### EXERCISE DESCRIPTION
Please give again exactly the lines from the top of the material through the line with "1px #525663) drop-shadow(0"; omit each picture.

═══

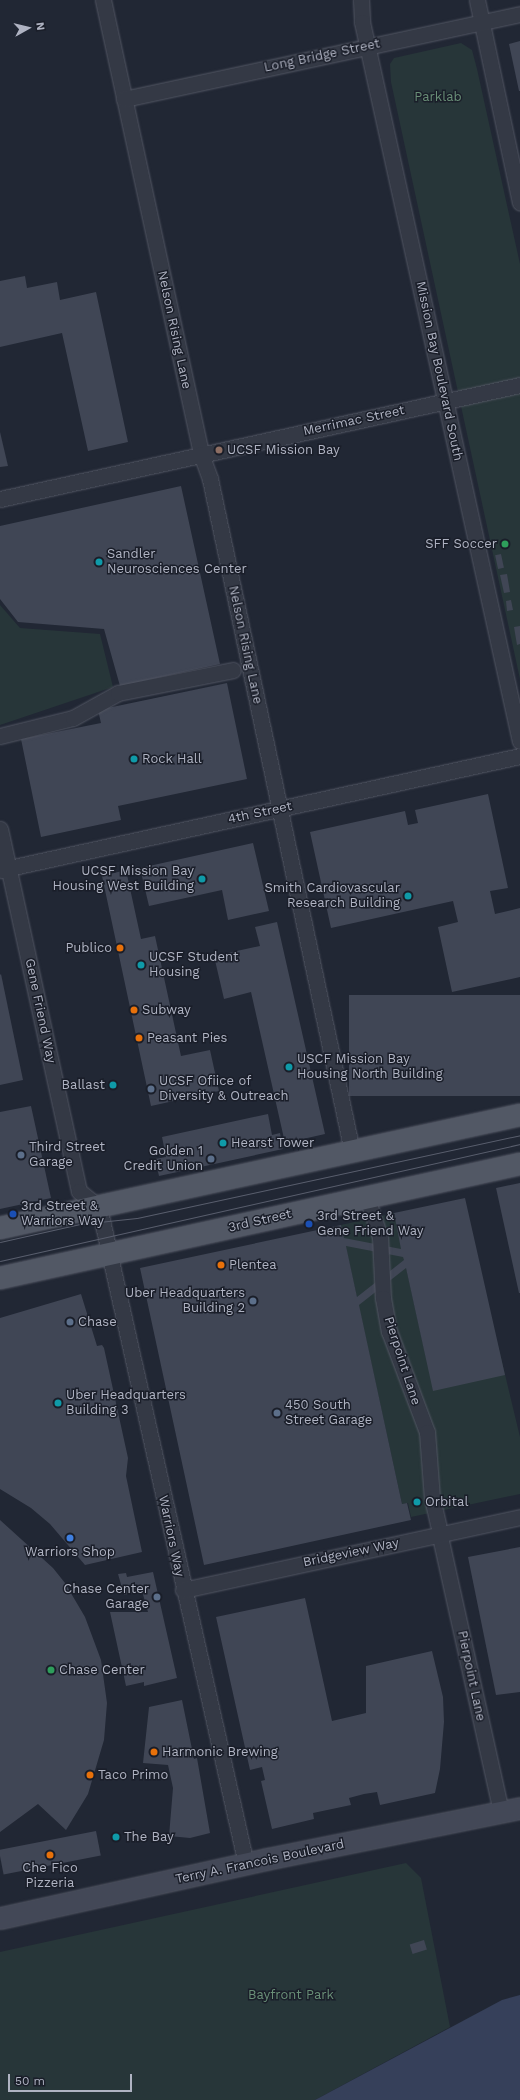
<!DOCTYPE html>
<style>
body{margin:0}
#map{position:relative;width:520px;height:2100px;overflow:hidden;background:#212734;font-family:"Work Sans",sans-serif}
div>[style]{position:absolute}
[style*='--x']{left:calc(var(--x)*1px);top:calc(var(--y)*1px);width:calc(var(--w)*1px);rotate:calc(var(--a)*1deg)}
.green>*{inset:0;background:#273639}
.water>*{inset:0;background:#36405a}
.building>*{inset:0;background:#404655;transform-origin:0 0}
.roads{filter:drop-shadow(0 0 1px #525663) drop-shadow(0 0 1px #525663)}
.street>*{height:15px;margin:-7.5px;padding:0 7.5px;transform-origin:7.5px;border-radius:7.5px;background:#343945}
.secondary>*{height:21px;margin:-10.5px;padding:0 10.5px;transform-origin:10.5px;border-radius:10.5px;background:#434857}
.primary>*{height:22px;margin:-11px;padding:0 11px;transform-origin:11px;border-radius:11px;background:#525865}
.tram>*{height:1px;margin:-0.5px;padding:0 0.5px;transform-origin:0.5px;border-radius:0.5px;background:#595e6d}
.dots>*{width:11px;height:11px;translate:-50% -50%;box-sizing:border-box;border:2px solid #1a1e29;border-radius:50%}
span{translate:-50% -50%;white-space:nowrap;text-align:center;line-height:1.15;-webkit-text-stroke:3px #1a1e29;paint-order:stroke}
.street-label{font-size:13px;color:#afb3c2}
.park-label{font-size:13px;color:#698f77}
.poi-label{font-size:13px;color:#afb3c2}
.left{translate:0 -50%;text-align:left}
.right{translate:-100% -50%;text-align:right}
.north{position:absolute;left:8px;top:8px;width:40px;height:40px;-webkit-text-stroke:3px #1a1e29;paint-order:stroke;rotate:82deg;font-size:11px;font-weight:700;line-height:16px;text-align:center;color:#afb3c2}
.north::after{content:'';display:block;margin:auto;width:14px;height:18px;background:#afb3c2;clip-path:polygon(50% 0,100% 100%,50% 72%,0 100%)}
.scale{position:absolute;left:8px;top:2074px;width:124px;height:18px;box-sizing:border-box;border:2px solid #afb3c2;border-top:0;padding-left:5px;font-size:12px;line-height:14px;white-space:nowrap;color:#afb3c2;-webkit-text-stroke:3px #1a1e29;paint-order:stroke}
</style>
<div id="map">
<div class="green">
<i style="clip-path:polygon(461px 43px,472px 50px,477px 69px,520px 264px,520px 679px,391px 82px,390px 64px,394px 58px)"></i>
<i style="clip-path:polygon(0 605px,20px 628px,100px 634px,113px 687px,0 725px)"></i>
<i style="clip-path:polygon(394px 1213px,426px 1357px,497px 1341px,520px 1437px,520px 1494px,411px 1517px,408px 1503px,402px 1504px,341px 1225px)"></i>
<i style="clip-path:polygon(406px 1863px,421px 1878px,450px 2027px,315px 2100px,0 2100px,0 1952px)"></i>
</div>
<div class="water">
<i style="clip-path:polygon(520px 1995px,520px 2100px,315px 2100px,502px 2000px)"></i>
</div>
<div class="building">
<i style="clip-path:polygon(520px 41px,520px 91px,519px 91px,509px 44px)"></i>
<i style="clip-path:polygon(25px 276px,27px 288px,57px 282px,60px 300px,96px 292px,128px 442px,88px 451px,62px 333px,0 347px,0 281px)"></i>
<i style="clip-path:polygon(0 432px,8px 466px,0 467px)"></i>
<i style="clip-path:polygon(181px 486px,220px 664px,120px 686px,104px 629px,18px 622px,0 599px,0 526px)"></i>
<i style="left:501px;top:554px;width:14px;height:6px;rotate:78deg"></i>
<i style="clip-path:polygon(507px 574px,510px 592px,504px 593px,500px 575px)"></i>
<i style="clip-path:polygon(511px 600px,513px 610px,507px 611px,506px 601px)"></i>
<i style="clip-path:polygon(520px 626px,520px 644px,517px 645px,514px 627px)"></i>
<i style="clip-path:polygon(227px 683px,247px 779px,118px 806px,121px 820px,41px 837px,21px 739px,101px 723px,98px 710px)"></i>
<i style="clip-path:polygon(488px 794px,508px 888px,490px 891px,495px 914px,520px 908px,520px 977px,452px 992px,438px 927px,458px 922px,453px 901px,331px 928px,310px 832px,405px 811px,408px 825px,418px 823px,415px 810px)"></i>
<i style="clip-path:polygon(253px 843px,269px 911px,228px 920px,222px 890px,149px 906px,140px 868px)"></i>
<i style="clip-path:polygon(126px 870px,141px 939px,155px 936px,181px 1056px,210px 1050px,219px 1091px,151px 1106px,102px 876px)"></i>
<i style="clip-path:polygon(277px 922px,325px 1134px,285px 1143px,251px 992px,224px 999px,214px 956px,260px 946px,255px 927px)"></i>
<i style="clip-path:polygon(1px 974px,23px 1080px,0 1085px,0 975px)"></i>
<i style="left:520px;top:995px;width:101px;height:171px;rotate:90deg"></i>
<i style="clip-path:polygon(31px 1106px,51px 1198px,0 1209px,0 1112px)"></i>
<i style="clip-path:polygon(268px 1114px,272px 1135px,280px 1133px,283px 1149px,159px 1176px,155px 1159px,166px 1157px,162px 1137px)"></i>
<i style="clip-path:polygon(520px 1183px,520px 1293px,519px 1293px,496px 1188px)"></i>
<i style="clip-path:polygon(evenodd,465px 1198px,505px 1375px,433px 1391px,406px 1268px,359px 1305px,402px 1504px,407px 1503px,411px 1520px,204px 1565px,140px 1268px,341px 1225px,344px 1238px,401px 1249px,394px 1213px,465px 1198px,346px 1246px,403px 1257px,404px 1260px,357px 1297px,346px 1246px)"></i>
<i style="clip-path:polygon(81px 1294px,97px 1346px,102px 1345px,104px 1348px,128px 1458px,126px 1476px,142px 1552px,85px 1565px,50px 1524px,31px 1508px,0 1489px,0 1318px)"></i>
<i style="clip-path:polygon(0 1520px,53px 1568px,65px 1583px,85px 1617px,101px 1660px,107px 1703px,104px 1740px,88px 1794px,66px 1830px,38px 1804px,0 1832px)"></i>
<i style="clip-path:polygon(520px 1547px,520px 1692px,496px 1695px,468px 1557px)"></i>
<i style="clip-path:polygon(153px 1572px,177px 1678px,144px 1686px,144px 1682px,126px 1686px,110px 1612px,148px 1612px,142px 1591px,124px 1595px,118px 1574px,126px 1573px,127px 1577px)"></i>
<i style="clip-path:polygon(305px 1598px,332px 1721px,366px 1713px,366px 1666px,432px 1651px,443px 1697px,444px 1722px,440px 1769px,435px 1793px,380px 1805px,377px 1792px,364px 1794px,349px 1798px,351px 1805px,313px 1813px,314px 1819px,272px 1829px,261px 1781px,265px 1780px,262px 1767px,250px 1770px,216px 1617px)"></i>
<i style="clip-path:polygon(182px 1700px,194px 1759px,197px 1758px,210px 1833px,190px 1838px,169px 1836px,173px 1788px,168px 1765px,143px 1763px,149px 1707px)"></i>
<i style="left:96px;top:1831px;width:25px;height:99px;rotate:79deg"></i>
<i style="left:424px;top:1940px;width:10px;height:15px;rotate:73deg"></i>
</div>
<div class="roads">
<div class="street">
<i style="--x:103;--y:0;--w:464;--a:77.8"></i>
<i style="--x:201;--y:454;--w:27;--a:70"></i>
<i style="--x:210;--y:479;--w:687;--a:78.07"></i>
<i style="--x:361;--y:0;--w:22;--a:87"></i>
<i style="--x:362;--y:22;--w:736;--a:77.61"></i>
<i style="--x:477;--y:0;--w:207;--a:78"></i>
<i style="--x:124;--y:99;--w:405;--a:-12.1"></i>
<i style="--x:0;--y:499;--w:532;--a:-12.37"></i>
<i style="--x:0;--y:736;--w:75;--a:-13.9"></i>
<i style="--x:73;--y:718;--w:51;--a:-29.1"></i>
<i style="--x:118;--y:693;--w:117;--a:-11.3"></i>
<i style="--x:0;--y:829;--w:371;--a:77.7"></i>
<i style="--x:79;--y:1191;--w:26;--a:39"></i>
<i style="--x:99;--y:1207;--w:673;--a:77.39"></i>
<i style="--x:0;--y:870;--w:532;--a:-12.37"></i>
<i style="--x:367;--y:1198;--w:41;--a:71.6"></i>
<i style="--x:380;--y:1237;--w:61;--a:87.2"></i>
<i style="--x:383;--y:1298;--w:34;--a:80"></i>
<i style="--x:389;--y:1331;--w:108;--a:69.4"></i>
<i style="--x:427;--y:1432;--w:66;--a:85.7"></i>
<i style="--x:432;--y:1498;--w:28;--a:77"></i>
<i style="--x:441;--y:1541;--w:278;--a:77.5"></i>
<i style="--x:183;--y:1590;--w:345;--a:-12.2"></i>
</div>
<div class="secondary">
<i style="--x:0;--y:1918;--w:273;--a:-12.5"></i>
<i style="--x:267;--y:1859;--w:258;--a:-11.4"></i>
</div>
<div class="primary">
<i style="--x:0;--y:1228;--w:532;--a:-12.26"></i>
<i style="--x:0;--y:1278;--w:532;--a:-12.37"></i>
</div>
</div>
<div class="tram">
<i style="--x:0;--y:1242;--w:82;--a:-12.7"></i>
<i style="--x:80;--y:1224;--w:57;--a:-6"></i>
<i style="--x:137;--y:1218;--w:392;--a:-12.2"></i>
<i style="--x:0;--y:1261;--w:533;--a:-12.68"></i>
</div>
<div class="dots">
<i style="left:219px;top:450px;background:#8d6e63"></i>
<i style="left:505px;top:544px;background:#2e9e5b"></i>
<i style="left:99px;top:562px;background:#0f9aa8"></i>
<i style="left:134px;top:759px;background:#0f9aa8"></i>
<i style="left:202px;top:879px;background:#0f9aa8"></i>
<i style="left:408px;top:896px;background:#0f9aa8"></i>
<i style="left:120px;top:948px;background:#e8710a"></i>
<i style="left:141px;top:965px;background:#0f9aa8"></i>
<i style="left:134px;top:1010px;background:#e8710a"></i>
<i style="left:139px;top:1038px;background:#e8710a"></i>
<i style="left:289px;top:1067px;background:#0f9aa8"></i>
<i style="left:113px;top:1085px;background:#0f9aa8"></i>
<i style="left:151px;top:1089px;background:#5c6f8a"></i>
<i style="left:223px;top:1143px;background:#0f9aa8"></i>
<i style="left:21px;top:1155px;background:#5c6f8a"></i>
<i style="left:211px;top:1159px;background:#5c6f8a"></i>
<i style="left:13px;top:1214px;background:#1a4fb4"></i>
<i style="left:309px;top:1224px;background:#1a4fb4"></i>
<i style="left:221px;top:1265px;background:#e8710a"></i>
<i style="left:253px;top:1301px;background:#5c6f8a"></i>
<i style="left:70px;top:1322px;background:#5c6f8a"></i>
<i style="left:58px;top:1403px;background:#0f9aa8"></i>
<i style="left:277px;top:1413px;background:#5c6f8a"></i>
<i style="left:417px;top:1502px;background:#0f9aa8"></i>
<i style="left:70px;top:1538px;background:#3f7fe0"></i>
<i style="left:157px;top:1597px;background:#5c6f8a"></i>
<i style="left:51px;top:1670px;background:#2e9e5b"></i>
<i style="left:154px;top:1752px;background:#e8710a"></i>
<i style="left:90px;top:1775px;background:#e8710a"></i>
<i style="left:116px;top:1837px;background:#0f9aa8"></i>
<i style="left:50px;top:1855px;background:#e8710a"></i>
</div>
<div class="street-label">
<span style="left:322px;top:56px;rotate:-12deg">Long Bridge Street</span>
<span style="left:174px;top:330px;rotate:78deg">Nelson Rising Lane</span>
<span style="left:439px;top:371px;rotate:78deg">Mission Bay Boulevard South</span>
<span style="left:354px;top:421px;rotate:-12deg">Merrimac Street</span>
<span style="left:245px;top:645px;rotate:78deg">Nelson Rising Lane</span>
<span style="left:260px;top:813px;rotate:-12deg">4th Street</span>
<span style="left:40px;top:1011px;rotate:78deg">Gene Friend Way</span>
<span style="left:260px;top:1221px;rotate:-13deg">3rd Street</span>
<span style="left:402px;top:1361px;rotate:72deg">Pierpoint Lane</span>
<span style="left:171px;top:1536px;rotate:78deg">Warriors Way</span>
<span style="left:351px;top:1553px;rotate:-12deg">Bridgeview Way</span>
<span style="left:471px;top:1676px;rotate:78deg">Pierpoint Lane</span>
<span style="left:260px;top:1862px;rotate:-12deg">Terry A. Francois Boulevard</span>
</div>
<div class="park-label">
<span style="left:438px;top:97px">Parklab</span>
<span style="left:291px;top:1995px">Bayfront Park</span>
</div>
<div class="poi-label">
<span class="left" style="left:227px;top:450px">UCSF Mission Bay</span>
<span class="right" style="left:497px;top:544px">SFF Soccer</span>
<span class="left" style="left:107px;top:562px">Sandler<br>Neurosciences Center</span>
<span class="left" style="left:142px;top:759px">Rock Hall</span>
<span class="right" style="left:194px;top:879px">UCSF Mission Bay<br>Housing West Building</span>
<span class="right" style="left:400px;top:896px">Smith Cardiovascular<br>Research Building</span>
<span class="right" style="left:112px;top:948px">Publico</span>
<span class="left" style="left:149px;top:965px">UCSF Student<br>Housing</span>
<span class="left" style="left:142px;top:1010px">Subway</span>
<span class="left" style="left:147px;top:1038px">Peasant Pies</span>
<span class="left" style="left:297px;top:1067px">USCF Mission Bay<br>Housing North Building</span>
<span class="left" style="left:159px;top:1089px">UCSF Ofiice of<br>Diversity &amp; Outreach</span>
<span class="right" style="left:105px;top:1085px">Ballast</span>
<span class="left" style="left:231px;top:1143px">Hearst Tower</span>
<span class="left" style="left:29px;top:1155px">Third Street<br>Garage</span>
<span class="right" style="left:203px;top:1159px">Golden 1<br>Credit Union</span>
<span class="left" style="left:21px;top:1214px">3rd Street &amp;<br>Warriors Way</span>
<span class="left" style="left:317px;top:1224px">3rd Street &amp;<br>Gene Friend Way</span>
<span class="left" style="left:229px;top:1265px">Plentea</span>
<span class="right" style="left:245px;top:1301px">Uber Headquarters<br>Building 2</span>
<span class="left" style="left:78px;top:1322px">Chase</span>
<span class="left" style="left:66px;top:1403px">Uber Headquarters<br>Building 3</span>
<span class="left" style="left:285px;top:1413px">450 South<br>Street Garage</span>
<span class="left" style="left:425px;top:1502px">Orbital</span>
<span style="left:70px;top:1552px">Warriors Shop</span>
<span class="right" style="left:149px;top:1597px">Chase Center<br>Garage</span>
<span class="left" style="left:59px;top:1670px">Chase Center</span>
<span class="left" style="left:162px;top:1752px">Harmonic Brewing</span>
<span class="left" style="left:98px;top:1775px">Taco Primo</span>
<span class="left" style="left:124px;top:1837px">The Bay</span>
<span style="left:50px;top:1876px">Che Fico<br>Pizzeria</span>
</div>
<div class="north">N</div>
<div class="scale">50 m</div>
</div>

═══

### RESPONSE
<!DOCTYPE html>
<style>
body{margin:0}
#map{position:relative;width:520px;height:2100px;overflow:hidden;background:#212734;font-family:"Work Sans",sans-serif}
div>[style]{position:absolute}
[style*='--x']{left:calc(var(--x)*1px);top:calc(var(--y)*1px);width:calc(var(--w)*1px);rotate:calc(var(--a)*1deg)}
.green>*{inset:0;background:#273639}
.water>*{inset:0;background:#36405a}
.building>*{inset:0;background:#404655;transform-origin:0 0}
.roads{filter:drop-shadow(0 0 1px #525663) drop-shadow(0 0 1px #525663)}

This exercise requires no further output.